Provided material ▸

━━━━━━━━━━━━━━━━━━━━━━━━━━━━━━

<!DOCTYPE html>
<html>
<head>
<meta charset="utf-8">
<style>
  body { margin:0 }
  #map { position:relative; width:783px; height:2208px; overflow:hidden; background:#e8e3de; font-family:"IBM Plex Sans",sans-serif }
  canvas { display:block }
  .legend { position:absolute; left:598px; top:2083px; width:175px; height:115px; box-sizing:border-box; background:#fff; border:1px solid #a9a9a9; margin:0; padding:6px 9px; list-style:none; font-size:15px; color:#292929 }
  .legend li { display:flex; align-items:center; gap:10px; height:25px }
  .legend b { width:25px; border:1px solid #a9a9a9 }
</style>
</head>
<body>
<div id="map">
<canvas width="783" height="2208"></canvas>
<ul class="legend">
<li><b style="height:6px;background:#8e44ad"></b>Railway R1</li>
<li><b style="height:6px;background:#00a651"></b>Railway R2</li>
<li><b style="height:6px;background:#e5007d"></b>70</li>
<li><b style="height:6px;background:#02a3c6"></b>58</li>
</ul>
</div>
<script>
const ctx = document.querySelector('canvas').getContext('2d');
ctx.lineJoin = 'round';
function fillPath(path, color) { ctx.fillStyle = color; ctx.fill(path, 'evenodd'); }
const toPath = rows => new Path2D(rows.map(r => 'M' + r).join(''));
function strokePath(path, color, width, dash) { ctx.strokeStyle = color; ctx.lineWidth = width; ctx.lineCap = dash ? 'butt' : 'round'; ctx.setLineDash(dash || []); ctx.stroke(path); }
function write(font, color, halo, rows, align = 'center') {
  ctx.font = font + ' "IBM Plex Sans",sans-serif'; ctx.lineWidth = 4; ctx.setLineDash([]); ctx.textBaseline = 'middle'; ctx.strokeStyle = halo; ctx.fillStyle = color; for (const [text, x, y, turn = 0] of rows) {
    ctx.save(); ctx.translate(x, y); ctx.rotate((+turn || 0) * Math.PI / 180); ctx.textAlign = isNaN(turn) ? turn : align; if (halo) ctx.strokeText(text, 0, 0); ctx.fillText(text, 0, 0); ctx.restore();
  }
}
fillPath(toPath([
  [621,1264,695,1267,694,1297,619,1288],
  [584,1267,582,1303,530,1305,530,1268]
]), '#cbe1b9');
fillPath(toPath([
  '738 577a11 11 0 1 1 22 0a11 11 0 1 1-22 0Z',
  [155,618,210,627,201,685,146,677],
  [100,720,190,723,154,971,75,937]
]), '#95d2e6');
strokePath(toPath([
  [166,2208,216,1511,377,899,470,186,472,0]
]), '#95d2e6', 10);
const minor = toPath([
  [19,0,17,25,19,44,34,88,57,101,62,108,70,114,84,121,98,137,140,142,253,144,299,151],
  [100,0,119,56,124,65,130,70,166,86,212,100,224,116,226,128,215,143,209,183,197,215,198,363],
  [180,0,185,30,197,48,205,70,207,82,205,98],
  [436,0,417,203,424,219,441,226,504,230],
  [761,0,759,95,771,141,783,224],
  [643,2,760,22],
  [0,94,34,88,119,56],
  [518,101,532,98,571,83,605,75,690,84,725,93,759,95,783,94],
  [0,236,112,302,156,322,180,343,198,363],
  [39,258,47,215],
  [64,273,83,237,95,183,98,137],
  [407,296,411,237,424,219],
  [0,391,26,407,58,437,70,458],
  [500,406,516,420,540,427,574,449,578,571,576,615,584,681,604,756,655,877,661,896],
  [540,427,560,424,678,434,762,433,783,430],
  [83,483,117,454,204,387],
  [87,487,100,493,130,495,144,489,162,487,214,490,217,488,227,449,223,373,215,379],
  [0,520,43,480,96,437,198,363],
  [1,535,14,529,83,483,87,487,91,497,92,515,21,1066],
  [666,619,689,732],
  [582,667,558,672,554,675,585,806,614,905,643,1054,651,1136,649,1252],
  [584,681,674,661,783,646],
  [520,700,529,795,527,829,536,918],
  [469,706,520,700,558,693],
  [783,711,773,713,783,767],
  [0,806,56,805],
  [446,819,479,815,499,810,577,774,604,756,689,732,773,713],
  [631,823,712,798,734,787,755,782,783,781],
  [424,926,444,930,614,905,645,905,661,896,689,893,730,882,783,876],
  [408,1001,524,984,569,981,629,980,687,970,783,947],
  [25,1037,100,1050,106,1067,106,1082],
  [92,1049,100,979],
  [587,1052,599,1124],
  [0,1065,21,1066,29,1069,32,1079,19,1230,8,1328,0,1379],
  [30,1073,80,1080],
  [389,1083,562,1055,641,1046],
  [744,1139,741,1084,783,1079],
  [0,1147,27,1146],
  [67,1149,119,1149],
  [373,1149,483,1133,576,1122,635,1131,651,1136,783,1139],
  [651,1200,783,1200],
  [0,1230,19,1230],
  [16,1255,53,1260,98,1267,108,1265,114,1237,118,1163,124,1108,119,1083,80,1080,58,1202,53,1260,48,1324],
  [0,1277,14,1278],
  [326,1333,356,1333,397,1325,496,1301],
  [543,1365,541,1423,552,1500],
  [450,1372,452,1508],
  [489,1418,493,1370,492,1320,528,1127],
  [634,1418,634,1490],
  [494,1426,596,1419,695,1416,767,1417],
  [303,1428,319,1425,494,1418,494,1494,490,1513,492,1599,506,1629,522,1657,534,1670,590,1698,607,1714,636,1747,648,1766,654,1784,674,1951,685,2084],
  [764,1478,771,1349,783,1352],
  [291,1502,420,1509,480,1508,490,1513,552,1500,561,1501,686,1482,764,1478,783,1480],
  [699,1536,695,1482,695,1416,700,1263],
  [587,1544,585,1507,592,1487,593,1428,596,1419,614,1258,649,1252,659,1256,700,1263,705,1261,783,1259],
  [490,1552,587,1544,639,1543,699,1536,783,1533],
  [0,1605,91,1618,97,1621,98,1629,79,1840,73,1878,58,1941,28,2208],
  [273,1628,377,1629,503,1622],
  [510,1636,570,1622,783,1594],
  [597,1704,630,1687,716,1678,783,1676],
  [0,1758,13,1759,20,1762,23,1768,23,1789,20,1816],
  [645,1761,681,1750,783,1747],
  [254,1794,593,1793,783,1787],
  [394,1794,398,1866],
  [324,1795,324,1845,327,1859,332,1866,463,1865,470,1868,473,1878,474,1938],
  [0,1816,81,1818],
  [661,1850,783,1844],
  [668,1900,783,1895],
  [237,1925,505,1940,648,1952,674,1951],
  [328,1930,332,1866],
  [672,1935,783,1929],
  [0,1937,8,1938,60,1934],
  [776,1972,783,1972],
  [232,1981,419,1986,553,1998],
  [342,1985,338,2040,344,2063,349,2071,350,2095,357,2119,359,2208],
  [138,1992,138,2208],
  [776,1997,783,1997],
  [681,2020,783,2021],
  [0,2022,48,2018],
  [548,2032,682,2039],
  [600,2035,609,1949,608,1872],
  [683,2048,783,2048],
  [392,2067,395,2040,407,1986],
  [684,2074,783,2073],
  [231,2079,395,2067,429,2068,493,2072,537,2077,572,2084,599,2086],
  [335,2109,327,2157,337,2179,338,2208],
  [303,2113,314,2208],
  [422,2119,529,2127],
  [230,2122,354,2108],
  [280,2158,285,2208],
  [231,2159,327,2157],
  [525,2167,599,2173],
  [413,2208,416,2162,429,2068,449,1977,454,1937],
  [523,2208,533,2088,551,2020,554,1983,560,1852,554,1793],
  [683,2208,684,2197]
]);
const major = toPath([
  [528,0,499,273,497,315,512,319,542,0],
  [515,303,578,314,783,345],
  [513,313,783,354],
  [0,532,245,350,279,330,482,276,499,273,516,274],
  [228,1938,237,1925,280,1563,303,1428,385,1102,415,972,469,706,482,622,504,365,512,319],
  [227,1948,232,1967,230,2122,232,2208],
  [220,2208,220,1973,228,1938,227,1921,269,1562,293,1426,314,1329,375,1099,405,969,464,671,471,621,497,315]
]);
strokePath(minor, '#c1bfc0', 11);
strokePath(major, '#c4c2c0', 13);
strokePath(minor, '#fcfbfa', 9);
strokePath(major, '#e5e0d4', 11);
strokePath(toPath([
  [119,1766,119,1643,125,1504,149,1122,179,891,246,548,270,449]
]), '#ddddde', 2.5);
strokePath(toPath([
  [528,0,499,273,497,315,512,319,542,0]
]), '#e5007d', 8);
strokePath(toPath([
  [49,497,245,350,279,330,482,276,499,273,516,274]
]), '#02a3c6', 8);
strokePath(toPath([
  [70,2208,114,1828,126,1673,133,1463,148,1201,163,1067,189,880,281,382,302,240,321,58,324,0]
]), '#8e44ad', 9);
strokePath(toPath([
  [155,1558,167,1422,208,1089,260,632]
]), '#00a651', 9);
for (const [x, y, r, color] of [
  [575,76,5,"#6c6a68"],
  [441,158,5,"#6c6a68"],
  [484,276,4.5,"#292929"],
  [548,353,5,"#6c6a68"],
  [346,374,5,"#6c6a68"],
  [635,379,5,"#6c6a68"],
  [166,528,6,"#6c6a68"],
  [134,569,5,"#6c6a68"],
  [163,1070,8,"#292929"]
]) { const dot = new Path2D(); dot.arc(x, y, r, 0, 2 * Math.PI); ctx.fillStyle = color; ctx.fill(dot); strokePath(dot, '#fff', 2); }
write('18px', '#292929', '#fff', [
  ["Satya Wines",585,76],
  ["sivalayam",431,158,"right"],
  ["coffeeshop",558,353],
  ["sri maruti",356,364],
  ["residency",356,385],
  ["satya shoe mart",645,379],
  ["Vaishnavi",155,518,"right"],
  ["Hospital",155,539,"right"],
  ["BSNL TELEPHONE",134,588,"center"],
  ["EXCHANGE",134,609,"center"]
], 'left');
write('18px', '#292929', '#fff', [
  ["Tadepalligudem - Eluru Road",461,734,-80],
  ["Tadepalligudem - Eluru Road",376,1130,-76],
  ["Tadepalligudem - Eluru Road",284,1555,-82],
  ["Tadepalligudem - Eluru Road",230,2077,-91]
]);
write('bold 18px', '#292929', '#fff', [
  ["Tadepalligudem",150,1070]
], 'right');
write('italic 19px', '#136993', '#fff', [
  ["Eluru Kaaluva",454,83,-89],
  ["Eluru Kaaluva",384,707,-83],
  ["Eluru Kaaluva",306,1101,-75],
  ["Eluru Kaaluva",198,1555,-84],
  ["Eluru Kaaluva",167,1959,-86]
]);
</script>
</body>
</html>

━━━━━━━━━━━━━━━━━━━━━━━━━━━━━━

Task to carry out ▸ Say how many lines of the entries above include the string "setLineDash", giving the number and nothing else.

Expected output ▸ 2